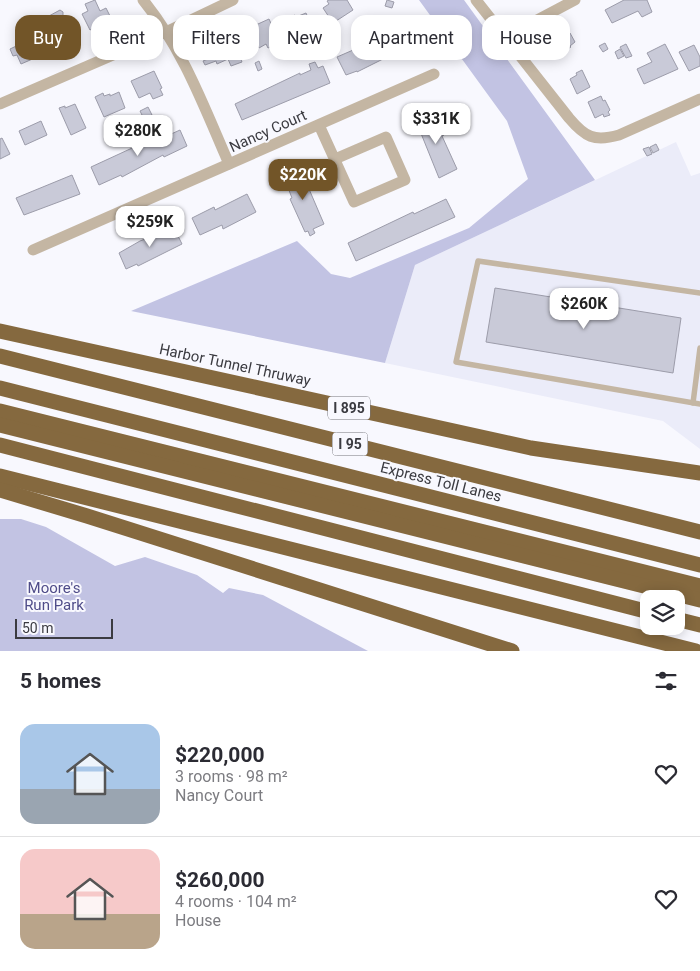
<!DOCTYPE html>
<meta charset="utf-8">
<style>
:root{--surface:#fff;--page:#f7f7f7;--text:#2b2b33;--muted:#7c7c81;--line:#e1e1e2;--accent:#725528}
body{margin:0;font-family:Roboto,sans-serif;background:var(--page);color:var(--text);height:100vh;display:flex;flex-direction:column;font-size:19px;white-space:nowrap}
*{box-sizing:border-box;margin:0}
p{font-size:16px;color:var(--muted)}
.icon{flex:none;width:28px;height:28px;fill:none;stroke:currentColor;stroke-width:2;stroke-linecap:round;stroke-linejoin:round}
.map{position:relative;height:651px;overflow:hidden}
.sheet{display:flex;flex-direction:column;background:var(--surface);flex:1}
.sheet>*{flex:none}
.top-card{position:absolute;left:15px;top:15px;width:670px;height:45px;display:flex;gap:10px}
.tools{position:absolute;left:640px;top:590px;display:grid;gap:10px}
.tools a{display:grid;place-items:center;width:45px;height:45px;border-radius:10px;background:var(--surface);box-shadow:0 2px 12px #0003;font-size:25px}
.scale{position:absolute;left:15px;bottom:12px;width:98px;box-sizing:border-box;padding-left:5px;border:2px solid #3b3b41;border-top:0;font-size:14px;line-height:18px;white-space:nowrap;color:#3b3b41;-webkit-text-stroke:4px #f8f8fe;paint-order:stroke}
.price{position:absolute;translate:-50% -42px;padding:0 11px;border-radius:10px;background:#fff;color:#222;font-size:16px;line-height:32px;filter:drop-shadow(0 1px 2px #0008)}
.price::after{content:'';position:absolute;left:50%;top:30px;width:15px;height:11px;margin-left:-8px;background:inherit;clip-path:polygon(0 0,100% 0,50% 100%)}
.price.current{background:var(--accent);color:#fff}
ul{padding:0;list-style:none}
li{display:flex;align-items:center;gap:15px;height:125px;padding:0 20px}
li+li{border-top:1px solid var(--line)}
li span{display:grid;place-items:center;flex:none;width:140px;height:100px;border-radius:15px;color:#555}
li>.icon{margin-inline-start:auto}
span .icon{width:60px;height:60px;fill:#fffc;stroke-width:1}
li b{font-size:21px}
h2{display:flex;justify-content:space-between;align-items:center;height:60px;padding:0 20px;font-size:21px}
.pill{padding:0 18px;border-radius:15px;background:var(--surface);box-shadow:0 2px 12px #0003;font-size:18px;line-height:45px}
.pill.current{background:var(--accent);color:#fff}
.map>svg:first-child{display:block}
</style>
<div class="map">
<svg width="700" height="651" viewBox="0 0 700 651">
<rect width="100%" height="100%" fill="#f8f8fe"/>
<!-- built -->
<path fill="#ebecf9" d="M676,142L691,176L700,173V449L663,421L385,363L415,265Z"/>
<!-- green -->
<g fill="#c2c3e3">
<path d="M419,0H464L595,180L415,265L385,363L131,311L297,241L331,274L350,278L469,228L528,179L507,121Z"/>
<path d="M0,519H21L46,527L115,566L145,557L197,575L223,593L229,588L263,595L368,651H0Z"/>
</g>
<!-- building -->
<g fill="#c9cad8" stroke="#9c9caa">
<path d="M95,0L100,11L106,8L113,22L101,28L99,25L90,30L82,14L88,11L85,4Z"/>
<path d="M329,0H347L353,10L333,23L323,8L329,4L327,1Z"/>
<path d="M387,0L394,2L392,8L385,6Z"/>
<path d="M624,0H647L652,12L642,17L638,11L612,23L605,10Z"/>
<path d="M60,10L63,12V19L73,39L65,43L63,38L50,44L42,28L53,23L49,16Z"/>
<path d="M306,13L313,29L308,31L311,38L301,43L289,18L295,15L296,17Z"/>
<path d="M269,19L280,43L268,48L266,44L259,48L257,45L255,46L247,29Z"/>
<path d="M404,28L412,47L390,57L389,56L357,72V71L346,75L337,57Z"/>
<path d="M563,32L565,35L570,33L575,42L570,46L571,47L555,56L547,41Z"/>
<path d="M232,38L242,62L231,66L228,59L217,64L216,61L205,65L203,61L213,57L209,48Z"/>
<path d="M29,40L37,57L21,64L17,55L13,56L10,49Z"/>
<path d="M605,43L608,49L603,52L599,46Z"/>
<path d="M626,44L632,56L626,58L620,47Z"/>
<path d="M665,44L678,69L644,84L637,69L652,62L647,53Z"/>
<path d="M694,45L700,57V66L689,71L679,52Z"/>
<path d="M295,46L299,54L293,57L290,49Z"/>
<path d="M620,49L624,56L618,59L615,52Z"/>
<path d="M259,61L262,69L258,71L255,63Z"/>
<path d="M315,62L318,68L323,66L330,83L242,120L235,104L300,73V75L311,70L309,64Z"/>
<path d="M582,70L590,87L577,94L570,79L577,75L576,73Z"/>
<path d="M154,71L162,88L160,89L163,95L153,99L150,93L139,98L131,81Z"/>
<path d="M119,92L125,108L104,117L95,97L103,93L104,96L110,94V96Z"/>
<path d="M601,96L603,101L605,100L610,110L608,112L610,115L604,117L603,114L595,118L588,102Z"/>
<path d="M75,104L86,128L71,135L59,108L65,106V108Z"/>
<path d="M148,107L152,115L144,119L140,111Z"/>
<path d="M434,112L444,135L442,136L457,169L439,178L416,121Z"/>
<path d="M41,121L47,135L25,145L19,131Z"/>
<path d="M180,130L187,146L164,157L163,155L122,177L121,175L99,185L91,167L156,137L158,140Z"/>
<path d="M2,138L10,154L0,159V139Z"/>
<path d="M656,144L659,150L653,153L650,147Z"/>
<path d="M649,147L652,154L647,156L643,149Z"/>
<path d="M300,168L324,224L313,229L315,233L310,236L308,231L305,232L290,199L292,198L283,175Z"/>
<path d="M72,175L80,194L24,215L16,198Z"/>
<path d="M247,194L256,212L223,229L222,225L200,235L192,218L214,207L215,210Z"/>
<path d="M446,199L455,217L356,261L348,243L413,212L414,214Z"/>
<path d="M174,228L182,244L138,266L137,264L126,269L119,253L140,241Z"/>
<path d="M495,288L681,318L673,373L486,342Z"/>
</g>
<g fill="none" stroke-linecap="round" stroke-linejoin="round">
<!-- service -->
<g stroke="#c4b6a3" stroke-width="5.5">
<path d="M700,293L478,261L456,362L700,404"/>
<path d="M693,403L700,348"/>
</g>
<!-- minor -->
<g stroke="#c4b6a3" stroke-width="11">
<path d="M143,0C183,49 204,107 229,164"/>
<path d="M476,0L569,118C585,137 594,142 619,135L700,99"/>
<path d="M505,37L575,0"/>
<path d="M0,104L166,32L233,0"/>
<path d="M319,125L354,202L405,180L386,137L335,159"/>
<path d="M33,250L434,74"/>
</g>
<!-- motorway -->
<g stroke="#85693f" stroke-width="15">
<path d="M0,331L531,448L700,473"/>
<path d="M0,356L700,532"/>
<path d="M0,388L700,565"/>
<path d="M0,411L700,586"/>
<path d="M0,425L700,600"/>
<path d="M0,445L649,612"/>
<path d="M0,476L696,651"/>
<path d="M0,490L87,516L512,651"/>
<path d="M676,619L700,625"/>
</g>
</g>
<g text-anchor="middle" stroke-width="4" stroke-linejoin="round" paint-order="stroke">
<!-- shield labels -->
<g fill="#f8f8fe" stroke="#74747a" stroke-width="1">
<rect x="328" y="396.5" width="42" height="23" rx="4"/>
<rect x="332.5" y="432.5" width="35" height="23" rx="4"/>
</g>
<g font-size="14" font-weight="bold" fill="#3b3b41">
<text x="349" y="413">I 895</text>
<text x="350" y="449">I 95</text>
</g>
<!-- street labels -->
<g font-size="15" fill="#3b3b41" stroke="#f8f8fe">
<text transform="translate(268 131) rotate(-24)" y="5">Nancy Court</text>
<text transform="translate(235 365) rotate(12)" y="5">Harbor Tunnel Thruway</text>
<text transform="translate(441 482) rotate(14)" y="5">Express Toll Lanes</text>
</g>
<!-- park labels -->
<g font-size="15" fill="#4f4c89" stroke="#f8f8fe">
<text x="54" y="593">Moore's<tspan x="54" dy="17">Run Park</tspan></text>
</g>
</g>
</svg>
<div class="tools">
<a><svg class="icon" aria-label="layers" viewBox="0 0 24 24"><path d="M12 4l9 5-9 5-9-5zM3 14l9 5 9-5"/></svg></a>
</div>
<div class="scale">50 m</div>
<b class="price" style="left:436px;top:145px">$331K</b>
<b class="price" style="left:138px;top:157px">$280K</b>
<b class="price current" style="left:303px;top:201px">$220K</b>
<b class="price" style="left:150px;top:248px">$259K</b>
<b class="price" style="left:584px;top:330px">$260K</b>
<div class="top-card">
<a class="pill current">Buy</a>
<a class="pill">Rent</a>
<a class="pill">Filters</a>
<a class="pill">New</a>
<a class="pill">Apartment</a>
<a class="pill">House</a>
</div>
</div>
<section class="sheet">
<h2>5 homes<svg class="icon" aria-label="filters" viewBox="0 0 24 24"><path d="M4 7h16M4 17h16"/><circle cx="9" cy="7" r="2"/><circle cx="15" cy="17" r="2"/></svg></h2>
<ul>
<li><span style="background:linear-gradient(#a9c7e8 65%,#9aa5b1 0)"><svg class="icon" aria-label="home" viewBox="0 0 24 24"><path d="M3 11l9-7 9 7M6 9v11h12V9"/></svg></span><div><b>$220,000</b><p>3 rooms · 98 m²</p><p>Nancy Court</p></div><svg class="icon" aria-label="heart" viewBox="0 0 24 24"><path d="M12 20l-8-8c-3-5 5-10 8-4 3-6 11-1 8 4z"/></svg></li>
<li><span style="background:linear-gradient(#f6c9c9 65%,#b9a48a 0)"><svg class="icon" aria-label="home" viewBox="0 0 24 24"><path d="M3 11l9-7 9 7M6 9v11h12V9"/></svg></span><div><b>$260,000</b><p>4 rooms · 104 m²</p><p>House</p></div><svg class="icon" aria-label="heart" viewBox="0 0 24 24"><path d="M12 20l-8-8c-3-5 5-10 8-4 3-6 11-1 8 4z"/></svg></li>
</ul>
</section>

▶ Work task
Locate all lines in the listing above with the word "linear" and copy them.

▶ Solution to the problem
<li><span style="background:linear-gradient(#a9c7e8 65%,#9aa5b1 0)"><svg class="icon" aria-label="home" viewBox="0 0 24 24"><path d="M3 11l9-7 9 7M6 9v11h12V9"/></svg></span><div><b>$220,000</b><p>3 rooms · 98 m²</p><p>Nancy Court</p></div><svg class="icon" aria-label="heart" viewBox="0 0 24 24"><path d="M12 20l-8-8c-3-5 5-10 8-4 3-6 11-1 8 4z"/></svg></li>
<li><span style="background:linear-gradient(#f6c9c9 65%,#b9a48a 0)"><svg class="icon" aria-label="home" viewBox="0 0 24 24"><path d="M3 11l9-7 9 7M6 9v11h12V9"/></svg></span><div><b>$260,000</b><p>4 rooms · 104 m²</p><p>House</p></div><svg class="icon" aria-label="heart" viewBox="0 0 24 24"><path d="M12 20l-8-8c-3-5 5-10 8-4 3-6 11-1 8 4z"/></svg></li>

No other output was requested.